Home > Latest News > Environmental Health > Food >
26 Arrests so far in Horsemeat Crackdown
An investigation by police from seven European countries into a horsemeat trafficking ring has resulted in 26 arrests. The European Union’s judicial agency Eurojust co-ordinated the action and confirmed that the group were accused of “falsification, suppression and/or modification of official health documentation,”to introduce horsemeat unfit for human consumption into the food chain.
A number of private and commercial premises were searched as part of the operation, with 800 horse passports, medication, microchips, computer equipment and £26,000 in cash being seized.
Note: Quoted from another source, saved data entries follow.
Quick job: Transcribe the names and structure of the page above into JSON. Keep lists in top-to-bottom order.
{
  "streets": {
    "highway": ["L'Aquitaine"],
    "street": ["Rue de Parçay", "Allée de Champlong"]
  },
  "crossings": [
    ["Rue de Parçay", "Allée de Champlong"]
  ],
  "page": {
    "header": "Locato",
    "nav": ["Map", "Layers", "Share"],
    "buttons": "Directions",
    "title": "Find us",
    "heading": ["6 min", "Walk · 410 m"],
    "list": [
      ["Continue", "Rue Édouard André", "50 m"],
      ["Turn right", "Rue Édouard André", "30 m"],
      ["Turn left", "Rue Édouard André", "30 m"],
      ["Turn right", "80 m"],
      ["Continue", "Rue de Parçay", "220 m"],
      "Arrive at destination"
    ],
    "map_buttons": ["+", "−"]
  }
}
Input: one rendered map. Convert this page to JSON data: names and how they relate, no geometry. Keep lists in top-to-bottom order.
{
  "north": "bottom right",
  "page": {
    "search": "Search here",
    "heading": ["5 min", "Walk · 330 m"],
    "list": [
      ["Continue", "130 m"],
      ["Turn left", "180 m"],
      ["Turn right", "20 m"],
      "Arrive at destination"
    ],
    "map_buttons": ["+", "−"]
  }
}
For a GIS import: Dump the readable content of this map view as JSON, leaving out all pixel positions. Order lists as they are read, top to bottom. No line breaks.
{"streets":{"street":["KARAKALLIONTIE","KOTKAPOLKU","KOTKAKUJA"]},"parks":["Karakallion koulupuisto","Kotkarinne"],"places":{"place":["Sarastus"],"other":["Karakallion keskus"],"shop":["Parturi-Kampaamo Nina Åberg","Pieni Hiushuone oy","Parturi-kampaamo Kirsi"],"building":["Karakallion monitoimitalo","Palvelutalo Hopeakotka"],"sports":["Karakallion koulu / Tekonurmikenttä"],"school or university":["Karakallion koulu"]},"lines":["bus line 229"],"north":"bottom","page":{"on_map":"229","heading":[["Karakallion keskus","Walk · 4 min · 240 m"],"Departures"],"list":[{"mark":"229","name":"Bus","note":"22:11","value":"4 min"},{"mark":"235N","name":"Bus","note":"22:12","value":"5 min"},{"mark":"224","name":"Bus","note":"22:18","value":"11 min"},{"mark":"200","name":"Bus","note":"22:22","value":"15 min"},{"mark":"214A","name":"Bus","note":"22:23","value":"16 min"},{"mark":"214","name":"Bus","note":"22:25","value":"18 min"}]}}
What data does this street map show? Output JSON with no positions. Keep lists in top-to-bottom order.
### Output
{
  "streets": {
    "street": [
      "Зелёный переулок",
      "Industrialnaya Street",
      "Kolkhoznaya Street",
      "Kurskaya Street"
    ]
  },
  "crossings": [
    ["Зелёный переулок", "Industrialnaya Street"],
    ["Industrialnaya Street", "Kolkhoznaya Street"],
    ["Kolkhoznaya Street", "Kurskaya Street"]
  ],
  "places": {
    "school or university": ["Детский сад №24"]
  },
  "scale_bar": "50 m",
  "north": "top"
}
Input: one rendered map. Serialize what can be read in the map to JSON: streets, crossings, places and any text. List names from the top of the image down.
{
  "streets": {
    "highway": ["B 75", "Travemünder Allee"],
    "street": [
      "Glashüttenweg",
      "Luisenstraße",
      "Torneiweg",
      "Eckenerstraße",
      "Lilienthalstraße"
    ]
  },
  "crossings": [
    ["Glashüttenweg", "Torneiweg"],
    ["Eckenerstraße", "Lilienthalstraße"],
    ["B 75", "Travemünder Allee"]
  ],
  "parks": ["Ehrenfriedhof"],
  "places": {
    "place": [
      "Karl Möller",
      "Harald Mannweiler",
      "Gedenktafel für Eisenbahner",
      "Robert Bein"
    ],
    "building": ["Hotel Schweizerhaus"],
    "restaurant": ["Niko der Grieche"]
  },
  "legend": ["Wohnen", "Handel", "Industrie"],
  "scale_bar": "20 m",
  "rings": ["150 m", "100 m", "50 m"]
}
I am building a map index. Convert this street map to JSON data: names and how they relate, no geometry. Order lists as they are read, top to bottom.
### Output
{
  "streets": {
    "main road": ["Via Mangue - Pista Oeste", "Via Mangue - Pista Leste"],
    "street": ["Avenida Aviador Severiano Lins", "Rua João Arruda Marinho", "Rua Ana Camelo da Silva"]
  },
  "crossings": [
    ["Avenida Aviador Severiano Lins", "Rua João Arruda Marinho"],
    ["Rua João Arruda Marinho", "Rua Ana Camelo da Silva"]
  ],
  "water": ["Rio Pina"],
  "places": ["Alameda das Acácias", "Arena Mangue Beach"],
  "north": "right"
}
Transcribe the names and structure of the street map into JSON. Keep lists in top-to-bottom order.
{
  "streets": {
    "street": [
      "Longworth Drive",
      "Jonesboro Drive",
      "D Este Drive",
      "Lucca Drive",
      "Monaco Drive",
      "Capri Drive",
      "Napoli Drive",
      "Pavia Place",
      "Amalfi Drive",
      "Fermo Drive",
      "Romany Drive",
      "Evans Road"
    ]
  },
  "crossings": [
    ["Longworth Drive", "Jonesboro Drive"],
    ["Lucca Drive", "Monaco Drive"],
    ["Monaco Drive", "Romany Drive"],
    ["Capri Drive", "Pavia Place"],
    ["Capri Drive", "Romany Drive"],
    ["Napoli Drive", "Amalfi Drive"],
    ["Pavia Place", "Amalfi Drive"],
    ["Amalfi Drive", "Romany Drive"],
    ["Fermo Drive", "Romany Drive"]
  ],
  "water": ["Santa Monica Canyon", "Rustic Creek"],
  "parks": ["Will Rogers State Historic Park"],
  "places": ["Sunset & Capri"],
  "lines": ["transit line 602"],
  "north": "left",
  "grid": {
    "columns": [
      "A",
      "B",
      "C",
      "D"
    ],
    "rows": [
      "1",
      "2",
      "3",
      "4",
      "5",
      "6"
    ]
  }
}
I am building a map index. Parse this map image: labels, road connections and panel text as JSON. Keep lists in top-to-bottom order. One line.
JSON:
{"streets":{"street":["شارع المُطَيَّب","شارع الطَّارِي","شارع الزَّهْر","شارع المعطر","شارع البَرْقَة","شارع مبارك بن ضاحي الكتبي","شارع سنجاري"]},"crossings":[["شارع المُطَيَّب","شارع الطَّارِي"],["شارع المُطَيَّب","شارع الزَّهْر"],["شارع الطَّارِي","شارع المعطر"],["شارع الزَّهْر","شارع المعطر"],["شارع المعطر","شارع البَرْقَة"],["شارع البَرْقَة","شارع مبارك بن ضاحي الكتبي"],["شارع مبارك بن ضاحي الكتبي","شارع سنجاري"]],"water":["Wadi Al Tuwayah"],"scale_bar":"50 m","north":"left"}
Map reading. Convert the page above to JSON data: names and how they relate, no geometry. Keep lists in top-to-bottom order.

More than 200 police officers, including some from the UK and Ireland were involved in the investigation, which started in November 2012. Eurojust officials refused to comment on any connection to the 2013 horsemeat scandal which resulted in the removal of thousands of meat products from supermarket shelves across Europe.
Officials have failed to rule out the possibility of more arrests, saying that the investigation is ‘ongoing’.
French authorities estimate that between 2010 and 2013 some 4,700 horses unfit for human consumption were slaughtered for the food trade. Last month, Yorkshire abattoir boss Peter Boddy was fined £8,000 after admitting one count of failing to abide by EU meat traceability regulations. His abattoir manager David Moss received a suspended sentence after admitting forging an invoice concerning the number of horses sold in a transaction.